No way to add volatile access?

  • Thread starter Johannes Schaub (litb)
  • Start date
B

Balog Pal

Formally, any use of the original reference is undefined
behavior, as far as the standard is concerned. As far as the
language is concerned, there is no object (known to the
language) at the address 0x318F.

Let's change the example somewhat:

int orig_port;
int volatile *p_port = (int volatile*)&orig_port;

Now how to interpret the standard on using *p_port?

and if we instead use

int volatile *p_port = new (&orig_port) volatile int;

? would the two pointers have different behavior? Would be pretty weird IMO.
From a QoI point of view, I would expect an implementation to
treat port as if it referred to a volatile object. Regardless
of how it was initialized.

Yeah, me too. And if the standard indeed leaves that part of behavior not
defined, it would be a Q issue against the standard.
In this case, I think, intentionally. The intent of the
standard with regards to volatile is largely to provide a hook
for implementations to define additional behavior not defined in
the standard.

AFAIK the semantic of volatile is said implementation-defined anyway. So
keeping the users in limbo wrt what actually is use of volatile is bad, and
buys nothing but pain. :( Until this thread it never occoured to me that
volatile data could exclude using a volatile lvalue, even less that an
implementation like Intel referred upstream could go out defending such an
interpretation.

As I recall the implementations I used, many defined MSR-s through (volatile
*) 0x.... notation, and in the DOX only stated that int<->pointer casting
is done via identity transformation. All the generated code certainly did
obey the "intended" volatile semantics, and using any freedom suggested here
to exist would put much life and property in danger.
 
J

Johannes Schaub (litb)

Balog said:
Let's change the example somewhat:

int orig_port;
int volatile *p_port = (int volatile*)&orig_port;

Now how to interpret the standard on using *p_port?

and if we instead use

int volatile *p_port = new (&orig_port) volatile int;

? would the two pointers have different behavior? Would be pretty weird
IMO.

This all comes down to the weird lifetime starting rules, i think. They
state if you have memory correctly aligned and sized for an object of type
T, lifetime of that object starts. I don't understand those rules, though,
because it means for a memory block of 1 byte, we have infinitely many
objects, each of a different type of size 1 byte that fits there.

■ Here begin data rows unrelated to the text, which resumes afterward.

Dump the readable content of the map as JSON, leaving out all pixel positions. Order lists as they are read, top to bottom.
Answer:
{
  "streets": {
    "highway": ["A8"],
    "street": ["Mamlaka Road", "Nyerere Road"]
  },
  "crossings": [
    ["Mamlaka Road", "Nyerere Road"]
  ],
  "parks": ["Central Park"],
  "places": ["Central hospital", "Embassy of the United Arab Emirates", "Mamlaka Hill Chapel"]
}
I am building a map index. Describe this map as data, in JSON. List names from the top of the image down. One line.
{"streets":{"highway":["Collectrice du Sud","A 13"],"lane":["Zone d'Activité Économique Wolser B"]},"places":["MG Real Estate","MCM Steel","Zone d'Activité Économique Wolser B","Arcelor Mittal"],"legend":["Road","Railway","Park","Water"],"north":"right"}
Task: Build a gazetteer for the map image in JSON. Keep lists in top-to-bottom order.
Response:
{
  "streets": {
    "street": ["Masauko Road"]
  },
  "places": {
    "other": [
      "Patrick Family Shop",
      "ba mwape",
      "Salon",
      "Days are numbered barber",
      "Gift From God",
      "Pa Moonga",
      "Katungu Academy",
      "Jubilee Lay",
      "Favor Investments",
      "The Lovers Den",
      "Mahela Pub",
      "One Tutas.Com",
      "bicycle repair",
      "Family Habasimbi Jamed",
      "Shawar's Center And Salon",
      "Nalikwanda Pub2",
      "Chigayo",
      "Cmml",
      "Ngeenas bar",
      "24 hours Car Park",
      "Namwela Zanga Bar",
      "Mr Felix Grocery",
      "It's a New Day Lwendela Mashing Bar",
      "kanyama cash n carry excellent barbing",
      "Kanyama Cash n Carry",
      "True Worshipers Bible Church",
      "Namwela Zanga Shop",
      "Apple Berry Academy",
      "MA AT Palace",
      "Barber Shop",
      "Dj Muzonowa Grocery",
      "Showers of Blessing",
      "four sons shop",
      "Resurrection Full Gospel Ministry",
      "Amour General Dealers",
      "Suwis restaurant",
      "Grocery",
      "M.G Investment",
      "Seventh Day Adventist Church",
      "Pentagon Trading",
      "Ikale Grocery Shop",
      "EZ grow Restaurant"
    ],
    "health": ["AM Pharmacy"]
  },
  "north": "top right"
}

The intent is, i believe, that once you write to memory using a type without
a non-trivial constructor, the type of the lvalue used becomes the type of
the object:

int *p = malloc(sizeof (int));
*p = 10; // the allocated object now has type 'int'.

It only seems logical to have this be true for "cv T" too, because that's
just as well a valid object type. But it is certainly *not* the intent of
the committee that once we use a const lvalue to modify some memory
location, the object located there becomes const.

After all, I believe that the mechanisms of object creation and lifetime
starting for objects that are not created by definitions, new-expressions or
temporaries (like in the above malloc example) are largely mysterious. Maybe
all my rant is just nonsense, but I've never met anyone who could explain
this mystery.

But independently of that, it's a fact that in your second example where you
use a placement new, you create a new object at that place by "reusing" the
storage (which the Standard says ends the lifetime of an object previously
located there). So after your placement-new, the Standard is clear that you,
when you use "*p_port", have a volatile object referenced.

About this very difference, there was a long GCC bug-report here:
http://gcc.gnu.org/bugzilla/show_bug.cgi?id=29286 . I find it quite amusing.
 
J

Johannes Schaub (litb)

Johannes said:
Balog said:
Let's change the example somewhat:

int orig_port;
int volatile *p_port = (int volatile*)&orig_port;

Now how to interpret the standard on using *p_port?

and if we instead use

int volatile *p_port = new (&orig_port) volatile int;

? would the two pointers have different behavior? Would be pretty weird
IMO.

snipped [...]
It only seems logical to have this be true for "cv T" too, because that's
just as well a valid object type. But it is certainly *not* the intent of
the committee that once we use a const lvalue to modify some memory
location, the object located there becomes const.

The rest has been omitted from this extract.